By Vandana Sinha
WASHINGTON – Even some Republicans say unseating Rep. Albert Wynn next year will be impossible with a nearly 3-to-1 Democratic advantage and a GOP challenger ridiculed by his own party.
“Somebody may run, but they’ll have no chance of winning in that district,” said Jay Thomas, a special assistant with the Republican National Committee. “Wynn has got that seat.”
The 4th Congressional District, which includes most of Prince George’s County inside the Beltway and a thin shred of Montgomery County, is one of the most Democratic districts in the nation.
With less than one year to go before Election Day 1998, only one candidate has emerged to challenge Wynn.
John Kimble, owner of a Silver Spring paging company, lost to Wynn by a 70 percent margin last year – 85 percent to 15 percent. But he thinks he can beat the congressman in next year’s election if he wins a federal lawsuit he plans to file by next week to redraw district boundaries.
Kimble, who is white, believes racial demographics, not party registration, dictates who will triumph in the 58 percent black minority district.
“Unless I can get the district to be more culturally diverse – with different races, like Hispanics and Asian Americans – along with the blacks, there’s no way I can beat (Wynn) unless I raise $1 million and attack him,” Kimble said.
Kimble said he still subscribes to the “anything to win” policy and does not regret offering to pose nude in Playgirl for $1 million in campaign funds last year.
“I took a lot of heat for the Playgirl stunt. But that’s all it was – a stunt,” he said. “I don’t think that was even an issue. I think people used that as a scapegoat, when I was just trying to raise money to win the election.”
But most local Republican leaders believed Kimble’s campaign – including his proposal to impose a 10-year moratorium on immigration – contradicted the GOP philosophy and refused to endorse his platform last year, calling him a “joke.”
“You certainly cannot talk or promote things of what the last candidate did, because you won’t get support from the Republican Party, let alone from the district,” said Jim Burton, executive director of Maryland Republican Party.
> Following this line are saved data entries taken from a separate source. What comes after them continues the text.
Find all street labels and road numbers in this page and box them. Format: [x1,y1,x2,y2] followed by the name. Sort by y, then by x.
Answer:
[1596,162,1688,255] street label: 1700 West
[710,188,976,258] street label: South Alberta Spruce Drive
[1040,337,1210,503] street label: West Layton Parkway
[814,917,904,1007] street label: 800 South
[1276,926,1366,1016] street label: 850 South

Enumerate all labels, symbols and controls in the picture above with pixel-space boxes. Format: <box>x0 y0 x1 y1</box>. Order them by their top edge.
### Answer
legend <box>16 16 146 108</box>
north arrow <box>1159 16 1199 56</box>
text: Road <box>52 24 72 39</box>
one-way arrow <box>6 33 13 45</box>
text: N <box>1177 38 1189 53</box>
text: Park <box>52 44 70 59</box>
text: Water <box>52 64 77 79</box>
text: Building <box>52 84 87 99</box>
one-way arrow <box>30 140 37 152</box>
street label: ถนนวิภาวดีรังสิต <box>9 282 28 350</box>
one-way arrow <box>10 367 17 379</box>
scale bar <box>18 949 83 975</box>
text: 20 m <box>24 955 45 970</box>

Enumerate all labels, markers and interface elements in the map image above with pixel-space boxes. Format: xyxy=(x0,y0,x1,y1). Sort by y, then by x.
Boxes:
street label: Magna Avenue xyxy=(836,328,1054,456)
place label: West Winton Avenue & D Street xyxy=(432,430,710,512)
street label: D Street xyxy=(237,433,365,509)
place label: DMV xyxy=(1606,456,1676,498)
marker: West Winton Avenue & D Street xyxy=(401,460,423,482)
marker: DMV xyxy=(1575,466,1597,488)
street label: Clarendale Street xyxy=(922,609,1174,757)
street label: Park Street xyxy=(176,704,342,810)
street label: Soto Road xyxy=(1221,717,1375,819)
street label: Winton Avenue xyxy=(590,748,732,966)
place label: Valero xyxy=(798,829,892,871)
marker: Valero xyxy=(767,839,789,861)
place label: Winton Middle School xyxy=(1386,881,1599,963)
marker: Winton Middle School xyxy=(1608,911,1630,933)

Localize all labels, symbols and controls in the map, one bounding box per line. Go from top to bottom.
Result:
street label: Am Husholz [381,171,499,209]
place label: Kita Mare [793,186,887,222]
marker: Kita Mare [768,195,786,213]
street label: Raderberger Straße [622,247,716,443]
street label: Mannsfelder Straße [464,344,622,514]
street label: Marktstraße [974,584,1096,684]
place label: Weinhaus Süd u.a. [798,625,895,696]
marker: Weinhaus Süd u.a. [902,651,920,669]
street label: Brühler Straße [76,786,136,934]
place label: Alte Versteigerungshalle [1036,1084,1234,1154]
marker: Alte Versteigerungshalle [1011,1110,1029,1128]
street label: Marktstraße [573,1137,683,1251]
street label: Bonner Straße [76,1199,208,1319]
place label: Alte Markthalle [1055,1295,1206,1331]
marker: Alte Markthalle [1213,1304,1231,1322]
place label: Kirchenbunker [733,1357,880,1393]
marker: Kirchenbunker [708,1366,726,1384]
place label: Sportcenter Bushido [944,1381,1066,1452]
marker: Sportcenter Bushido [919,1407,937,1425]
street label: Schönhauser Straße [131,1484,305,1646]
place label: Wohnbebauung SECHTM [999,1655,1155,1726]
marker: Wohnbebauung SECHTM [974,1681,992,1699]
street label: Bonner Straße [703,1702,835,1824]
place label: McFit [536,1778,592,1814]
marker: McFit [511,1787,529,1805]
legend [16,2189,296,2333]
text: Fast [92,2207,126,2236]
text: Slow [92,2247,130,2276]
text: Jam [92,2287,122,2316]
Republican strategists said a GOP victory over the popular third-term incumbent would require a well-financed and well-known candidate who could reap the benefits of the GOP-controlled Congress and voice the district’s concerns.
But Republican leaders said no one has expressed a clear interest in running other than Kimble.
Meanwhile, Wynn already is in strong financial shape heading into the election.
By the end of June, he reported $169,634 in his campaign account, according to Federal Election Commission reports. He spent $343,875 to win re-election last year.
Kimble, meanwhile, had not amassed the $5,000 minimum required to file a commission report, records show.
“People involved in politics probably will not back a candidate running against Wynn. Why give money to someone who will oppose a sure winner?” asked Paul Herrnson, a government and politics professor at the University of Maryland and author of Congressional Elections: Campaigning at Home and in Washington, D.C.
“Some districts are strictly Democratic,” Herrnson said, “and that’s the way they’re going to stay.”
Wynn captured 75 percent of the votes in 1992 and 1994 and a resounding 85 percent in 1996, according to the State Board of Elections.
A Wynn aide said the congressman did not want to talk about his re-election plans, but Wynn’s supporters and Democratic leaders praised his focus on federal workers, minority small businesses and transportation issues.
They said he remains visible and responsive to his district in what state Senate President Thomas V. Mike Miller called the “safest congressional seat in the country.”
“There’s a deep sense of pride … that Albert has when he speaks for his district,” said George Leventhal, chairman of the Montgomery County Democratic Central Committee. “He has a great connection to his constituency.”
But Prince George’s County Republican Party Chairman Michael Steele said Wynn hasn’t made enough of a mark in the 535-member Congress.
“I believe [Wynn’s] positions are pretty much in line with the status quo,” Steele said. “We need someone who does not just deal with the safe, typical black issues. There are other issues out there besides discrimination.”
Steele said the tax code, school vouchers, immigration and foreign relations deserve more attention, but are largely ignored by Wynn.
Kimble said his strategy next year will be less harsh on immigrants and more aggressive on Wynn, attacking the incumbent’s voting record and “ineffectiveness” in Montgomery County.
“I’ve never seen him do anything for the county,” the Silver Spring resident said. “He talks a good game, but he doesn’t do anything.”
Kimble said his main agenda would be to bring money into the district to create more jobs and renovate areas inside the Beltway, widen health care coverage, make credit card interest tax deductible and allow workers’ first $10,000 to be tax free.